В-четвертых, «совинтеллигент» становился объектом эксплуатации. Наконец, в-пятых, «совинтеллигенция» превратилась, особенно в 50-60-е годы в массовый слой, что еще более усилило долю, процент полупрофессионалов, «четверть профессионалов», вообще непрофессионалов, их социальное и производственное давление на профессионалов, с одной стороны, и имитацию (читай: профанацию) профессионализма – с другой. Вообще об имитации как тотальном явлении 60-70-х годов необходимо сказать особо.

Если советская интеллигенция 30-50-х годов была имитацией интеллигенции дореволюционной, то «массовая интеллигенция» 60-70-х годов во многом была уже имитацией этой имитации. С Брежневым вообще наступило время всесторонней, универсальной имитации. Имитировали всё: профессионализм и интеллигентность, преданность партии и антисоветскую фронду, ум, честь, совесть, чувства (в том числе религиозные – я знаю немало, например, православных имитаторов). Имитировали все: трудящиеся – что они трудятся, верят в строй, его цели, едины с партией. Власть – что она верит трудящимся, заботится о них, ведет. «В семидесятые годы, – пишет Ю.Дружников, – никто уже не требовал веры в догмы, но нужно было недюжинное умение приспосабливаться, дар соблюдать правила идеологического поведения обеими сторонами»42. Имитаторы как социальный тип (в худлите показан и исследован с разных сторон и разными авторами, например, С.Есиным и Ю.Поляковым) позднекоммунистического времени, особенно их молодая, комсомольская часть, стали поставщиком значительной массы «героев перестроечного времени», его повседневности.

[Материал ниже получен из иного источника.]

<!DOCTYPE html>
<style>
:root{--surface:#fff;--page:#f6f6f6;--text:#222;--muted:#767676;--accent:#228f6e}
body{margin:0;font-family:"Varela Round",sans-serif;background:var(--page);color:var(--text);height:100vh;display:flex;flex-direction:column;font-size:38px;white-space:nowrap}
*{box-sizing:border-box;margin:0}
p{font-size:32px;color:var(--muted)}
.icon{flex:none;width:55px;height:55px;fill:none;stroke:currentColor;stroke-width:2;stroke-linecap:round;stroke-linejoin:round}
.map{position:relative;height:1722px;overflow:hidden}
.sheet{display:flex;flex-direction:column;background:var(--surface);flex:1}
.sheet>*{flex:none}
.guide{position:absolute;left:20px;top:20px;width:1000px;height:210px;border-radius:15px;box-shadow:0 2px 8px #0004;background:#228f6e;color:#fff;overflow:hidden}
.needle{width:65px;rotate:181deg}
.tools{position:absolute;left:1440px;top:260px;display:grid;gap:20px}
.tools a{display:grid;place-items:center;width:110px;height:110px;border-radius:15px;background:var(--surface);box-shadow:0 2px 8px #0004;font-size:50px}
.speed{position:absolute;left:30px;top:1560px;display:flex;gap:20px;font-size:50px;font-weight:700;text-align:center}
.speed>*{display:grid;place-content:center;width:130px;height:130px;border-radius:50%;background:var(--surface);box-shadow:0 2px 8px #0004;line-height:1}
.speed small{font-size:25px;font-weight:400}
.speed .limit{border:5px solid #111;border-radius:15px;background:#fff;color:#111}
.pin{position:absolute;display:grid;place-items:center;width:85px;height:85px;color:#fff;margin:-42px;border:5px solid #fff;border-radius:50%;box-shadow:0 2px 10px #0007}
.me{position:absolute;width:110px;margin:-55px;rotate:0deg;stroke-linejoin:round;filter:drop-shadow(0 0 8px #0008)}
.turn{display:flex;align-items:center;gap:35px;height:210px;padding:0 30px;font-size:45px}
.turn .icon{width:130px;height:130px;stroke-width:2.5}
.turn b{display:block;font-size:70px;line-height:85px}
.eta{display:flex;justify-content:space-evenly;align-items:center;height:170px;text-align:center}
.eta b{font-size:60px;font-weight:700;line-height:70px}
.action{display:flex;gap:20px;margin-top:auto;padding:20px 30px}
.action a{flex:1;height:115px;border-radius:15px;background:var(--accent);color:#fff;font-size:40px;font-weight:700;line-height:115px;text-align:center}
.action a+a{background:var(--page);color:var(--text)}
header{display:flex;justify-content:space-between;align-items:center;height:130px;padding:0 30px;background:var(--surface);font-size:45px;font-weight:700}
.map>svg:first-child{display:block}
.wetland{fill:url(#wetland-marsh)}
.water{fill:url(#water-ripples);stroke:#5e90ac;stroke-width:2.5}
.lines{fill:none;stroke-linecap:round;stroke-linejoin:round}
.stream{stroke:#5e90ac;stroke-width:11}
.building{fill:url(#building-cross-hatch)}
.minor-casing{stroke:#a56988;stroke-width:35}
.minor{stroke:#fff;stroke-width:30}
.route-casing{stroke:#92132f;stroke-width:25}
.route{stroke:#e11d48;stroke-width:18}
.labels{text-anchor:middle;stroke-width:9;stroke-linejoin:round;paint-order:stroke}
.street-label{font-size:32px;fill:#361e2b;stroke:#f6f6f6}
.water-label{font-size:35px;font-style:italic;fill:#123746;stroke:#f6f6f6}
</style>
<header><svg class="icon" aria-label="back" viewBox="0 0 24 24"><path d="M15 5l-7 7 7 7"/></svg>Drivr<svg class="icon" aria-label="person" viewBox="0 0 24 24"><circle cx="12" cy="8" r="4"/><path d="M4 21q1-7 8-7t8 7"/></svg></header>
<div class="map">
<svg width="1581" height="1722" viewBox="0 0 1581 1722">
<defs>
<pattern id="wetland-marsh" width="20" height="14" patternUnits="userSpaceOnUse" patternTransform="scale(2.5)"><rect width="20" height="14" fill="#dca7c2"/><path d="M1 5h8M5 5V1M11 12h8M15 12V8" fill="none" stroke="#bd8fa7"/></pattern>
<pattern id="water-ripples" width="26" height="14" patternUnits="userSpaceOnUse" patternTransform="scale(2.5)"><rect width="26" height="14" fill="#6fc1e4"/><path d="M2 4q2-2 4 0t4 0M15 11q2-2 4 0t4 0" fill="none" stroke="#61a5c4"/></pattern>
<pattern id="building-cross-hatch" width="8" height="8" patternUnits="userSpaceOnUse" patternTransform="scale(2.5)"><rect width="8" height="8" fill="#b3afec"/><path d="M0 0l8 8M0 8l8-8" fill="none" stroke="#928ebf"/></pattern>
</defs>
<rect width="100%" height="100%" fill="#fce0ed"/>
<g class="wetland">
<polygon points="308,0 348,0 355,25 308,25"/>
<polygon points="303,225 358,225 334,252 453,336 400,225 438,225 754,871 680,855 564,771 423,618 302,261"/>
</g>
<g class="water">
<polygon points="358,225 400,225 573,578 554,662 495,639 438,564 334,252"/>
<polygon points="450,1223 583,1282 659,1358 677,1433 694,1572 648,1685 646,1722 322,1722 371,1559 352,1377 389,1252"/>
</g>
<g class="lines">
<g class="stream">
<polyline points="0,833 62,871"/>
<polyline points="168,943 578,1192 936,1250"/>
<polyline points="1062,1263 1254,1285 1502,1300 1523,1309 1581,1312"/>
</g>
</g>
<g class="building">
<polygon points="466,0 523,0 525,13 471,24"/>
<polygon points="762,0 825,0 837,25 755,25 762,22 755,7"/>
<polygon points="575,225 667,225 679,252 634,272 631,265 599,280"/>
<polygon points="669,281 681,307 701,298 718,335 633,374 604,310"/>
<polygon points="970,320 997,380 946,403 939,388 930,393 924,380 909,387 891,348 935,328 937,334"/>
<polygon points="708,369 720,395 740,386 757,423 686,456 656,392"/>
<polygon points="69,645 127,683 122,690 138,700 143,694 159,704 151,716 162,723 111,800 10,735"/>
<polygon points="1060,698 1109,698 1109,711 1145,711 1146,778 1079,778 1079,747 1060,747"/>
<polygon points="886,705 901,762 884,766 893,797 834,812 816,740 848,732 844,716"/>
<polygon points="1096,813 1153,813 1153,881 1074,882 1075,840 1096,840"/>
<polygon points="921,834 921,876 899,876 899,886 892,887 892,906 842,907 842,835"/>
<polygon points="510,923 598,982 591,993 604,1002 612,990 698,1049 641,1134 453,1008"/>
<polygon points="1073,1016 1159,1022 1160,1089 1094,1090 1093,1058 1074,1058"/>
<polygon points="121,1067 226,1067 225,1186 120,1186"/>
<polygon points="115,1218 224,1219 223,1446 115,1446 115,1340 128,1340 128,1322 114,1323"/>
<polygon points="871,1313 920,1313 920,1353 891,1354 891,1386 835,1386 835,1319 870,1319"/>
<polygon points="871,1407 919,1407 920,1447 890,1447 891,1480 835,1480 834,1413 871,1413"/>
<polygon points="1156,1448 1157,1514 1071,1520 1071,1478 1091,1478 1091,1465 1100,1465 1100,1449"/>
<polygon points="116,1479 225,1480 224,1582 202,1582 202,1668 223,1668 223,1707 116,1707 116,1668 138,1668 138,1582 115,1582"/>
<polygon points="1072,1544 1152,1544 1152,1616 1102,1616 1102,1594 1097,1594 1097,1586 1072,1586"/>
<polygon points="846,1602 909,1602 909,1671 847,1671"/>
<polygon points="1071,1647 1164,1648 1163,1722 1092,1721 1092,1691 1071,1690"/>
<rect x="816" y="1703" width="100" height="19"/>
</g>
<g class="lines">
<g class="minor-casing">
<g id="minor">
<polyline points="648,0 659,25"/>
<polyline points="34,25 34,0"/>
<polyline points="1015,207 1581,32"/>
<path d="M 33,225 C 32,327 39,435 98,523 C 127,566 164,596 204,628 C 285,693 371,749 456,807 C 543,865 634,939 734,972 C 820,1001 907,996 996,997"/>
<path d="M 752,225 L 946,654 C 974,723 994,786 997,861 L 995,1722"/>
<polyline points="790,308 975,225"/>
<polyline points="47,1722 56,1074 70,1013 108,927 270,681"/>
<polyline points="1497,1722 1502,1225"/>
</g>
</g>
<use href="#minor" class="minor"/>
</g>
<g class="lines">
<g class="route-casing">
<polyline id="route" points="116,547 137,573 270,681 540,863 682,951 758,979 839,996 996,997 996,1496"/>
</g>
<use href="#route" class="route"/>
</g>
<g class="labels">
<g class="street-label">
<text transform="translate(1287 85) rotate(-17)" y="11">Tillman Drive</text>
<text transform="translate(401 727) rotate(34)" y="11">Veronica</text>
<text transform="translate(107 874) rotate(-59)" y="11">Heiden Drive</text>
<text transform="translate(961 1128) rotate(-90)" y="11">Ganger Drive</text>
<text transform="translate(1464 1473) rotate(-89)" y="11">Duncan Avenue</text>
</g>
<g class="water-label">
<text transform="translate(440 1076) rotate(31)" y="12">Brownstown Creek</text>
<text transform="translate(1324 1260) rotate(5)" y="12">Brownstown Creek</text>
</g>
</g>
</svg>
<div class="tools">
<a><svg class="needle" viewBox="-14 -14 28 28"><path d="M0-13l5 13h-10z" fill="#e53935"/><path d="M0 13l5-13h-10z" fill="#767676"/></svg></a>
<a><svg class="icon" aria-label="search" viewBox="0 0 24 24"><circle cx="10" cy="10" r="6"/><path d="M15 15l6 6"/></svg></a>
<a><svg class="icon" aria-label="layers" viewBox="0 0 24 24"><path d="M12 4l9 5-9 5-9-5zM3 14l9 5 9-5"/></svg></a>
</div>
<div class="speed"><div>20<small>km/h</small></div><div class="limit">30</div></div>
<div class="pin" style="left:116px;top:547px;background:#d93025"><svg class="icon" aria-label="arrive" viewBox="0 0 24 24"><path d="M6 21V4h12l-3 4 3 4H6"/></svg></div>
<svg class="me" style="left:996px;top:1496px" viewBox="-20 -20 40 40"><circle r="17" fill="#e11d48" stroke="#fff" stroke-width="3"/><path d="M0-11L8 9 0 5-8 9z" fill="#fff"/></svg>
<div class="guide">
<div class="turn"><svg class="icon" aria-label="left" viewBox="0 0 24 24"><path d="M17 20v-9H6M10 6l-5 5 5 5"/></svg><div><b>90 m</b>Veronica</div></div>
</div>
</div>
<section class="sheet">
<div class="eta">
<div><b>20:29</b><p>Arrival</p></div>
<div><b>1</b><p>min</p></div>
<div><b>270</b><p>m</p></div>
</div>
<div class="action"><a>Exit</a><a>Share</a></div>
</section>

Крылов не был имитатором – ни в своей профессии, ни вообще – «по жизни». И это еще более усложняло его личную и социально-типовую ситуацию. Противоречие, конфликт со средой как таковой между настоящим и ненастоящим, социальной фальшивкой развивались сразу по нескольким направлениям, очерчивая жизнь в целом линиями социальных фронтов. А воевать Крылов не хотел. И в прифронтовой полосе жить не хотел. Но жизнь, логика социальных законов, профессионализм, структура личности загоняли его именно туда. И из противоречия этого Крылов выходил, реагируя на обстоятельства, а не упреждая и не направляя их; там, где надо было обострять ситуацию, он ее смягчал, создавая видимость мира.
Солженицын: «Чем резче со стукачами, тем безопаснее. Не надо создавать видимость согласия. Если промолчу – они меня через несколько месяцев тихо проглотят… по ничтожному поводу. А если нагреметь – их позиция слабеет»43.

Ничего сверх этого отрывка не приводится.